Figure 3.

APL blasts have low levels of p53 and show no stabilization of p53 after X-ray treatment. (A) Normal and leukemic mice were given whole-body irradiation (9 Gy) or left untreated as indicated. The animals were killed 6 h later, spleen cells were isolated and nuclear extracts were prepared. The analysis was performed by immunoprecipitation (IP) followed by immunoblotting (IB) as indicated.
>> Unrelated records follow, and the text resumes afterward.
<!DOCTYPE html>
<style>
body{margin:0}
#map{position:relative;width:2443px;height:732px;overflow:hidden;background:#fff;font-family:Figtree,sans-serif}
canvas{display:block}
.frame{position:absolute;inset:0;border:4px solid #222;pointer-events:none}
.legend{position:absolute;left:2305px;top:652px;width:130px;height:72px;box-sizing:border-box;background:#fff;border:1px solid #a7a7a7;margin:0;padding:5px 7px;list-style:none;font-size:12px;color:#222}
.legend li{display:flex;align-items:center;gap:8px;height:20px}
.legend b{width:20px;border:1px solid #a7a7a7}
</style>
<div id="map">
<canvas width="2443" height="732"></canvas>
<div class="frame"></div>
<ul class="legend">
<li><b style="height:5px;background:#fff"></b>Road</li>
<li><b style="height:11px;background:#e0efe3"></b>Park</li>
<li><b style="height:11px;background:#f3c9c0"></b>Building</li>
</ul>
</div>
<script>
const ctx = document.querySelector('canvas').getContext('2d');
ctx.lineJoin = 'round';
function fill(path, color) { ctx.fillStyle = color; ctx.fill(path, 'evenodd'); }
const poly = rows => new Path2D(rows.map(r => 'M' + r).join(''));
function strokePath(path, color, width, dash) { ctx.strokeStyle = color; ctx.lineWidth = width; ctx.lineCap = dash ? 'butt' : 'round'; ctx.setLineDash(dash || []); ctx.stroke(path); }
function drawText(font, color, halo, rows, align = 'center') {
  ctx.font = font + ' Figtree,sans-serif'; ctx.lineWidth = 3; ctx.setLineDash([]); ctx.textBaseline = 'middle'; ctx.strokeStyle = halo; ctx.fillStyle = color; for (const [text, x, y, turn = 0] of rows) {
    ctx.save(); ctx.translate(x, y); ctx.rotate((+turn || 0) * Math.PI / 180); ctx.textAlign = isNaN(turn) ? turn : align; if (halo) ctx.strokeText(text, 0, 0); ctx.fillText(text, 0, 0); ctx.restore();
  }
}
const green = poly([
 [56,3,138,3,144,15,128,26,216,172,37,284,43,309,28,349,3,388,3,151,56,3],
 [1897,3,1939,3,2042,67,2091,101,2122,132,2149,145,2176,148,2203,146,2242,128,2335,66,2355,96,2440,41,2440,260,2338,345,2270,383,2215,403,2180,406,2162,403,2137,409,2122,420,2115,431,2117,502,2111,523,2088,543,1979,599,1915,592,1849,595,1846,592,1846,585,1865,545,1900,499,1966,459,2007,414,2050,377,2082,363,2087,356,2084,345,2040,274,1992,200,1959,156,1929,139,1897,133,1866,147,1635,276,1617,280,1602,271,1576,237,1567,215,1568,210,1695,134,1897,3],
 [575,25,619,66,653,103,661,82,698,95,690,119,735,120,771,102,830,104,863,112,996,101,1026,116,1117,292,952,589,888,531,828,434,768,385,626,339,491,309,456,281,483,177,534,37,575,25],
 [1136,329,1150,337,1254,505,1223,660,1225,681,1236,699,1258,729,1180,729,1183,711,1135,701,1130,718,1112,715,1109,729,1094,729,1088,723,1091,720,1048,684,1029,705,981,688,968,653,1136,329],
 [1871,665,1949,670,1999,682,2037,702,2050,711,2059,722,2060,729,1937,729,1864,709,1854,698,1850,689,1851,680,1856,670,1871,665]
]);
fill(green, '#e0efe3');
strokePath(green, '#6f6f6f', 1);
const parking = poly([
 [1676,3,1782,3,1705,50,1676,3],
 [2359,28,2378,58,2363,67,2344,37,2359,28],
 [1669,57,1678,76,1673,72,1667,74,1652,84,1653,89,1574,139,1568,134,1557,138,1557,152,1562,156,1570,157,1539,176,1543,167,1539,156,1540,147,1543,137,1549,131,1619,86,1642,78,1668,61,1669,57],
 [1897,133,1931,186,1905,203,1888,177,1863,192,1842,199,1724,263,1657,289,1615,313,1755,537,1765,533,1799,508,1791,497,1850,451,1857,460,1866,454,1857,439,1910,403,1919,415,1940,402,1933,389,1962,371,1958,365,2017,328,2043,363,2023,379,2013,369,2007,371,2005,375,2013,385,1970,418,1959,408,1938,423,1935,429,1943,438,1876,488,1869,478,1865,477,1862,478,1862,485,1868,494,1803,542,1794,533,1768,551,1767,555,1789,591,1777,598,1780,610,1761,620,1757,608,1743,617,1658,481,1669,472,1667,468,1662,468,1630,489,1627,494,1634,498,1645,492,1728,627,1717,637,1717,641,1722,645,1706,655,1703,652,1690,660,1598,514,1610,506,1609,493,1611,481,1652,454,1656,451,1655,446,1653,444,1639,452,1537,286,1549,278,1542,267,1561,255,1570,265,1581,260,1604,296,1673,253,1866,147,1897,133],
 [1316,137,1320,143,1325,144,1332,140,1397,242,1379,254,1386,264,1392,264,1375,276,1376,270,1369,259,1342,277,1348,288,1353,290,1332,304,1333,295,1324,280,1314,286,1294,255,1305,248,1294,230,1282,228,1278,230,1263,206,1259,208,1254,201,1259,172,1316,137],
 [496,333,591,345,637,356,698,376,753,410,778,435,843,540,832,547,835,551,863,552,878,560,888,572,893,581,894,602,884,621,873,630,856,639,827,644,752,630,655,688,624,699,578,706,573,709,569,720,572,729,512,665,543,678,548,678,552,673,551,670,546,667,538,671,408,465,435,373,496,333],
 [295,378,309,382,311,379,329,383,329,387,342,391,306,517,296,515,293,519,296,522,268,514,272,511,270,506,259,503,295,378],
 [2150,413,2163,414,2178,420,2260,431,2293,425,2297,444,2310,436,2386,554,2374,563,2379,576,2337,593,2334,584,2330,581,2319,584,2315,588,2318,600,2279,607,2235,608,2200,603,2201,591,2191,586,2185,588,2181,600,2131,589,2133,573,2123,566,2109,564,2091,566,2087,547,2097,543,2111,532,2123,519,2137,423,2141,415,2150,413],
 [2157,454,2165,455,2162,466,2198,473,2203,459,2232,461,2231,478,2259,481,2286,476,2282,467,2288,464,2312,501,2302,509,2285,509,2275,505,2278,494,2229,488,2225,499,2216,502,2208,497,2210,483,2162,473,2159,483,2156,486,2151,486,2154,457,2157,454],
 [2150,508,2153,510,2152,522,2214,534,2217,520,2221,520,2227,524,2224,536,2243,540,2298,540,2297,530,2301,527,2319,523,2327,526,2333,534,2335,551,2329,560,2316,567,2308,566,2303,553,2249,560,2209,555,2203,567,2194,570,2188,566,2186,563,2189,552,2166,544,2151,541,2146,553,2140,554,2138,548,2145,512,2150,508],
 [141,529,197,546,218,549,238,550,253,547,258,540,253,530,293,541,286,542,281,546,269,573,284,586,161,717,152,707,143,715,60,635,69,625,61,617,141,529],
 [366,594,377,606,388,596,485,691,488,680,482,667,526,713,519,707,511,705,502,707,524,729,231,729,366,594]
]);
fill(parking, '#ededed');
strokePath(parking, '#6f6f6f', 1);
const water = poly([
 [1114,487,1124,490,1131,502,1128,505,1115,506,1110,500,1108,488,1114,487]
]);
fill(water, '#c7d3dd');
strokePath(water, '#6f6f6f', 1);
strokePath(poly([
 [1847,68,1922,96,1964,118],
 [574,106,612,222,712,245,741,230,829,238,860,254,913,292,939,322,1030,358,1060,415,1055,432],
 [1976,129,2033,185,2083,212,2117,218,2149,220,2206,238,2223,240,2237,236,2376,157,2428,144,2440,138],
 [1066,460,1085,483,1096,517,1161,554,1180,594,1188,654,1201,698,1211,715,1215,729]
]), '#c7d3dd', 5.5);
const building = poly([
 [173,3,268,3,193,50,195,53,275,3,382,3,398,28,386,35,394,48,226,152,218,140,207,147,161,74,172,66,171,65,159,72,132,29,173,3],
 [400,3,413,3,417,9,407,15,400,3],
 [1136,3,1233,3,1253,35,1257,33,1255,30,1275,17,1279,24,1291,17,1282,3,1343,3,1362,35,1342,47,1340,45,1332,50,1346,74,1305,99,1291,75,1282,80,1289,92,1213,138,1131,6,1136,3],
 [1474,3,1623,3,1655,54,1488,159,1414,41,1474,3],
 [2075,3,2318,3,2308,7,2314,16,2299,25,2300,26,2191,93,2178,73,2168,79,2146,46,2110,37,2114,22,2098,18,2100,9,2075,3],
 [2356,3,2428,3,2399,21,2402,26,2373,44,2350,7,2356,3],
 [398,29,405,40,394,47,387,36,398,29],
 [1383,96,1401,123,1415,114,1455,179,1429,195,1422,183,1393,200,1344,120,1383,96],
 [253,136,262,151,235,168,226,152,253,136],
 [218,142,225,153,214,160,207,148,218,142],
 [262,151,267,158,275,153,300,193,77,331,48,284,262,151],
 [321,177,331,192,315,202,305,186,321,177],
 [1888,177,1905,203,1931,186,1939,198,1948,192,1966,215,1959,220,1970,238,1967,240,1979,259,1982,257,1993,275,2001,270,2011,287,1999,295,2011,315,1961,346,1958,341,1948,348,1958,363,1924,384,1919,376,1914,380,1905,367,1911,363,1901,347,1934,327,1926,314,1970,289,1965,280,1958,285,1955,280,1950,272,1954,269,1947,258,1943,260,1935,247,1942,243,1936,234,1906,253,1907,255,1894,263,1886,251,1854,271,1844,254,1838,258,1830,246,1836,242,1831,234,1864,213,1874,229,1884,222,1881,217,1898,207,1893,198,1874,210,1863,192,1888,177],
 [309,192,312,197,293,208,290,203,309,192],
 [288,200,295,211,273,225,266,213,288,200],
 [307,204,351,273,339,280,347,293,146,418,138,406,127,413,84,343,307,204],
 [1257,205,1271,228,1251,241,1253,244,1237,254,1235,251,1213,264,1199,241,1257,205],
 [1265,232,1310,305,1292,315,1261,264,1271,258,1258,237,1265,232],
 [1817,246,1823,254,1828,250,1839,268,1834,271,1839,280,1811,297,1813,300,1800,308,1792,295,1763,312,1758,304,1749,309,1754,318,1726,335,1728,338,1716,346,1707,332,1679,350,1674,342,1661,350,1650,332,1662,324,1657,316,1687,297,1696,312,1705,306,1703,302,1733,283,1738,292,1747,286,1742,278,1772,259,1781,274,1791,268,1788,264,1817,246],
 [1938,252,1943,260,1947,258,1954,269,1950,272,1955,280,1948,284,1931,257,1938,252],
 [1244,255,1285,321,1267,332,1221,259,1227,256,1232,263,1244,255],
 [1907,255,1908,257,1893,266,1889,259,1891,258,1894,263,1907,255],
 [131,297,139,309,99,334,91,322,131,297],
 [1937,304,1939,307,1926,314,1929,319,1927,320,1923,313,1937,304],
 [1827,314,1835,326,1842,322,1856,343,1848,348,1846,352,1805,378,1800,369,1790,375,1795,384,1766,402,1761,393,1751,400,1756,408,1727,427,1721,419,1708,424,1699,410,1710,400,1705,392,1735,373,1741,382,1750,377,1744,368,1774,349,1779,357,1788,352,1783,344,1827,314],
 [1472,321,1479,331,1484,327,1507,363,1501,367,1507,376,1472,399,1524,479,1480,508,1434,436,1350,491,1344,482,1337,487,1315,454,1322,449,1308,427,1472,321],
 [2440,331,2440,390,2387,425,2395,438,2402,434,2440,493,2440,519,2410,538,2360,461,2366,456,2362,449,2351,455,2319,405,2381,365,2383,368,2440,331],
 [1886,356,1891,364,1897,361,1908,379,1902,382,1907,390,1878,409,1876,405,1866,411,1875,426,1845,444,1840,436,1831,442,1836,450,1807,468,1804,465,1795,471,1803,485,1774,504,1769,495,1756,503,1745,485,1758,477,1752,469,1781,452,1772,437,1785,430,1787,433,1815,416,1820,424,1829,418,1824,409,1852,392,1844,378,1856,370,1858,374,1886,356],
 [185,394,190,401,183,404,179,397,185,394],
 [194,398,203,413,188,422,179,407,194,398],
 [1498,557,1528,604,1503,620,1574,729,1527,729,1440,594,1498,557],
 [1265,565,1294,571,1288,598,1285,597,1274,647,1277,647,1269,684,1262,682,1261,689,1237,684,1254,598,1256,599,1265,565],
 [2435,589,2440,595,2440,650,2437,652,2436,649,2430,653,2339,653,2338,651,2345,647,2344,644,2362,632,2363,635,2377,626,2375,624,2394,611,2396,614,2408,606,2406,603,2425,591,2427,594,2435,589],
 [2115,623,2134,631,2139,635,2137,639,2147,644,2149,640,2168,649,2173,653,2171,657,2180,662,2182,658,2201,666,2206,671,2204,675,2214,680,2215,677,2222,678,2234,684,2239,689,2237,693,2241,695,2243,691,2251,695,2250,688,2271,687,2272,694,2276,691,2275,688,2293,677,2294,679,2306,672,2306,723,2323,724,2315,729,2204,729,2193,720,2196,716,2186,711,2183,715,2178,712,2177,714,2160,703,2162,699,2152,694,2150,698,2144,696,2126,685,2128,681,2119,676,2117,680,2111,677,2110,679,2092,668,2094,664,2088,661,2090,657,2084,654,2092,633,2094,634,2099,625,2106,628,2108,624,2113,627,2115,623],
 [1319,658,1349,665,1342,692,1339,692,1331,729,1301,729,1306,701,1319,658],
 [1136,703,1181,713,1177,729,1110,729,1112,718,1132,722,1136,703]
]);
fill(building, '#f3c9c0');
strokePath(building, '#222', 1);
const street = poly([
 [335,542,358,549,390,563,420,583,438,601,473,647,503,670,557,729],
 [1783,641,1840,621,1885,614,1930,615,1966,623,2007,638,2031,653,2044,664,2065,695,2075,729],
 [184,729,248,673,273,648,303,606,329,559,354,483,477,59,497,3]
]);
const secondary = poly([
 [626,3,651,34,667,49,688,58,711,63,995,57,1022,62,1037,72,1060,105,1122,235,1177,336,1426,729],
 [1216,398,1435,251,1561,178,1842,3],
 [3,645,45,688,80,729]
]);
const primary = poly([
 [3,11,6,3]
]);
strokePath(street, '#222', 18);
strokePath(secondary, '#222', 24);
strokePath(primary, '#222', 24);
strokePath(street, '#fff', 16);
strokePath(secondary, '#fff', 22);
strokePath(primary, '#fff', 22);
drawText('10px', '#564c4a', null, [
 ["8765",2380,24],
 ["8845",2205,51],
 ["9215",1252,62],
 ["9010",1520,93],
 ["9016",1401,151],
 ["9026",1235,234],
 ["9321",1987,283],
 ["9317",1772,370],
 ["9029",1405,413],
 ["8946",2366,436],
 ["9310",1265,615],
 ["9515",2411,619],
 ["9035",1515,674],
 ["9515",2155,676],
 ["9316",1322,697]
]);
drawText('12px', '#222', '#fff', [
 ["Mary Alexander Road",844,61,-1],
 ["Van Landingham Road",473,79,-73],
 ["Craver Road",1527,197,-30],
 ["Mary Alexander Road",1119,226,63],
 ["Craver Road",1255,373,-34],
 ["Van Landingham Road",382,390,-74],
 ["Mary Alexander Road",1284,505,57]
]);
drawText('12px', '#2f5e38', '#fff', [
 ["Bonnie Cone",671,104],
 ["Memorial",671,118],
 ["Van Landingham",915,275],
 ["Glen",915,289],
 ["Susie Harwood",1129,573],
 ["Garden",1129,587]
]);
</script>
Inputs were normalized according to histone H3 levels verified by immunoblotting prior to IP. Note that the starting material for the IP from leukemic samples was 10-fold that of normal samples due to the low expression of p53 in leukemic blasts. (B) Frozen spleen sections of normal and leukemic animals treated with X rays (or untreated mice as control) were stained with an anti-p53 antibody. An immature, wild-type myeloid precursor (by morphological criteria) showing strong p53 inducibility upon X-ray treatment is shown at a higher magnification in the inset. P53−/− spleens are shown as a negative control for p53 expression. (C) Immunohistochemistry analysis of p53 levels in human APL and non-APL samples. A representative case of AML (M2), diffusely immunoreactive for p53, is shown in the upper part of the panel. A case of APL, unreactive for p53, is shown in the lower part of the panel (40 × original magnification). (a and c) Hematoxylin and eosin, (b and d), hematoxylin counterstain.